When a new customer service agent gets hired and joins a customer service team, there’s often a grace period of sorts where they’re not necessarily expected to do everything perfectly. They might even get paired up with a more senior agent whom they “job shadow” for some time until they’re up to speed.
It’s a little different when a chabot becomes part of the customer service team.
For starters, chatbots don’t get the same kind of “training” that an agent would get — it’s more a matter of feeding the system with the right data to ensure the information it offers and searches for is accurate and up to date. While chatbots may hand off particularly big issues to a live agent, meanwhile, they aren’t job-shadowing anyone as part of their first day or week on the job. More to the point, chatbots represent a new way of interacting with customers in addition to making phone calls or sending an email.
As a result, there’s no grace period or room for error when you’re using chatbots for customer service. The technology will work, of course, but there are ways to optimize the customer experience around the technology to ensure you meet expectations and maybe even deliver a few “wow” moments along the way.
Much as you might use journey mapping in marketing to plan out how your brand will engage with a customer as they move from awareness to decision, you need to think through what’s going to happen once customers discover chatbots as a service channel — and what may turn them off. Remember that this is still a relatively new dynamic for many people, so you want to create the best first impression possible.
Skip The Generic Greeting And Offer Real Options
Some companies may have walked through the business case for chatbots in customer service so thoroughly that they assume it will be obvious to the outside world as to why they’ve deployed the technology. It’s not.
If a customer dealing with an issue arrives on your site and sees the chabot window or text box for the first time, what happens when they see something as basic as, “Hi, Can I Help You?”
Although it may work well as a greeting from a human being, these are just a few possibilities that may be running through the customer’s mind:
- “This is some kind of marketing gimmick and if I click on it they’ll try to sell me something else.”
- “If I use whatever this is, will it take my information? And if it does, how will it use it?”
- “Is this some kind of ad from another web site? Why is it on here?”
Your chatbot strategy doesn’t just have to clear the air and answer these questions. It has to demonstrate it’s just as viable a way to connect with your company and deal with an issue as writing or picking up the phone.
Look at the data you already have if you use tools like Service Cloud. What are the most likely reasons customers would come online to look for help on your site? It may be simple troubleshooting issues they feel they can handle on their own — exactly the kind of self-service approach chatbots were designed to encourage.
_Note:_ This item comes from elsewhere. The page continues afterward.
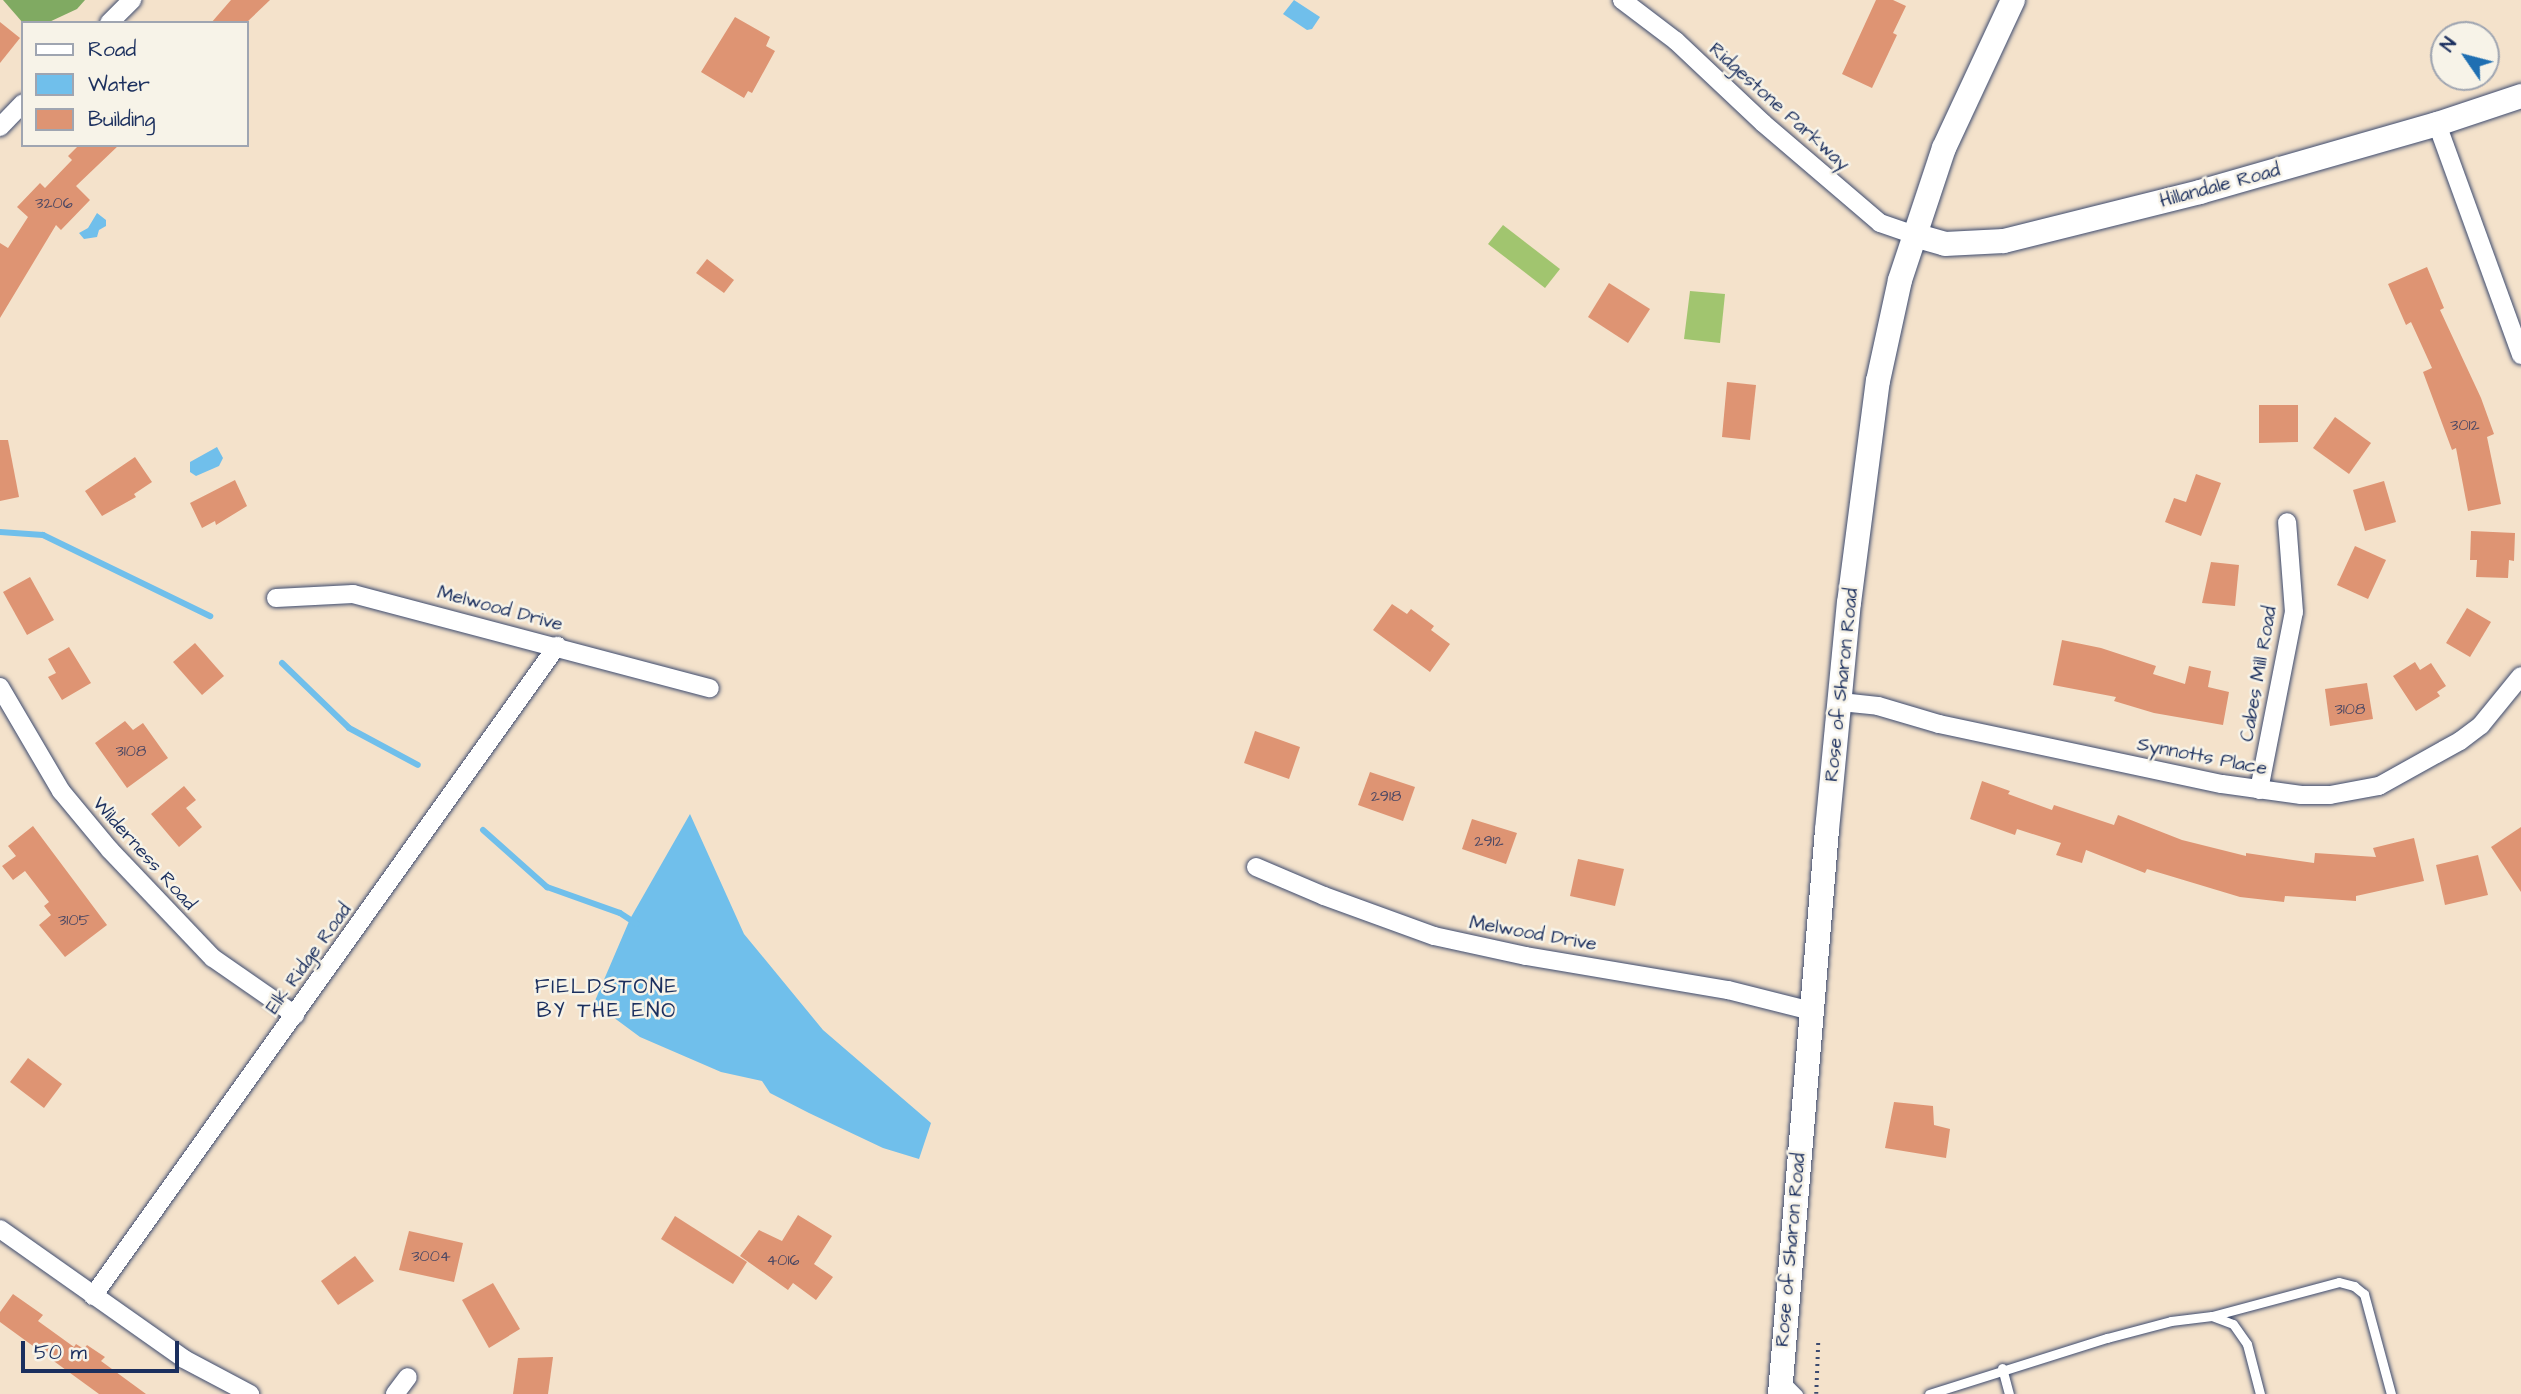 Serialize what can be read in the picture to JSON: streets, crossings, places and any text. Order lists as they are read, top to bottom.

Think about how you could create a more relevant and helpful greeting, like:
“Need help fixing XYZ product, tracking your order or updating your account? Talk to me!”
In just one sentence you’ve established that the chatbot text box or window is an interactive element, well-versed in common customer service issues and that they can take immediate action.
Get Them To Yes (Or No)
Much like using Service Cloud itself, chatbots are a great way to reduce the time agents spend asking for the same details from a customer before they can call up an account or get the process of solving a problem started. That’s only the first stage, though.
Just because we call them chatbots, customers don’t necessarily want to wear out their fingers going back and forth the way they might conduct a chat via smartphones with family and friends. You should be designing the experience in such a way that they can routinely answer “yes” or “no” as often as possible. Remember that they may pause before writing in detail because they’re not sure how well a chatbot will understand them — they may wonder, for instance, if there’s a human at the other end versus some kind of artificial intelligence system.
Use Service Cloud data to look at the conversation flow that tends to happen in various scenarios between agents via phone or email. How well can you have the chatbot anticipate what the customer might have to say about their problem? Every time you’re successful at preempting their request, the more they’ll become confident in the technology (and your firm’s customer service prowess).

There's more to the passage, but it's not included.